*** Opening of Material provided ***
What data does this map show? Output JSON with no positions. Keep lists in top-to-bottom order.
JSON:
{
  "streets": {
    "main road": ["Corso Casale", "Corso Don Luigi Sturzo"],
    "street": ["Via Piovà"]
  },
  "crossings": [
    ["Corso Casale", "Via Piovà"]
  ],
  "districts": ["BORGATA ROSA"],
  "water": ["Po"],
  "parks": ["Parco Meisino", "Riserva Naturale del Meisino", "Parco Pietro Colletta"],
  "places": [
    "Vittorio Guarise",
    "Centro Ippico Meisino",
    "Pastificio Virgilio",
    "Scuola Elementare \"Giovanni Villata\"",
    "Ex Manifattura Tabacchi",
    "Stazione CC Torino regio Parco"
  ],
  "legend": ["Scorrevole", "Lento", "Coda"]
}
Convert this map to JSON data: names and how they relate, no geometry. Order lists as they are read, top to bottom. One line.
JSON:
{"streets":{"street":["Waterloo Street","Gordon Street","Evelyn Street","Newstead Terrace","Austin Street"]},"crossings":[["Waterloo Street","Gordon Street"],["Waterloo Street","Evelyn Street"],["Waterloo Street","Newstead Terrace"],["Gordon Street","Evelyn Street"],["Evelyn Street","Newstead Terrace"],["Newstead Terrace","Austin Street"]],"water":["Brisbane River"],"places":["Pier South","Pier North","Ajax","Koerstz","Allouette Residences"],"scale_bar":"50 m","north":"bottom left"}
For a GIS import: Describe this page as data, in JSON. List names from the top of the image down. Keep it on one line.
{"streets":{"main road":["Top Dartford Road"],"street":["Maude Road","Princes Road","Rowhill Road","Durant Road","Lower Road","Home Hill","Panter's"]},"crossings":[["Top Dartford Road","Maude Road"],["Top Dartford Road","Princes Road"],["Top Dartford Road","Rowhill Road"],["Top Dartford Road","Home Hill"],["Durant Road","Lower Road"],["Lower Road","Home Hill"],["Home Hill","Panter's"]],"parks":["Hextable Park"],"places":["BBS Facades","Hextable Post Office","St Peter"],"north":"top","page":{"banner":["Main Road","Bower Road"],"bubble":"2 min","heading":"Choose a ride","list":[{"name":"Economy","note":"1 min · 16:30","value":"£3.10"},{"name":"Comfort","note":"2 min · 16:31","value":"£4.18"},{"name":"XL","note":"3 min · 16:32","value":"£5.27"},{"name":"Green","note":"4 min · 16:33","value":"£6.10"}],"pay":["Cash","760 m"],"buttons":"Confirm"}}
*** Close of Material provided ***
When a line in the material above includes "lists", report that line by copying it.

What data does this map show? Output JSON with no positions. Keep lists in top-to-bottom order.
Convert this map to JSON data: names and how they relate, no geometry. Order lists as they are read, top to bottom. One line.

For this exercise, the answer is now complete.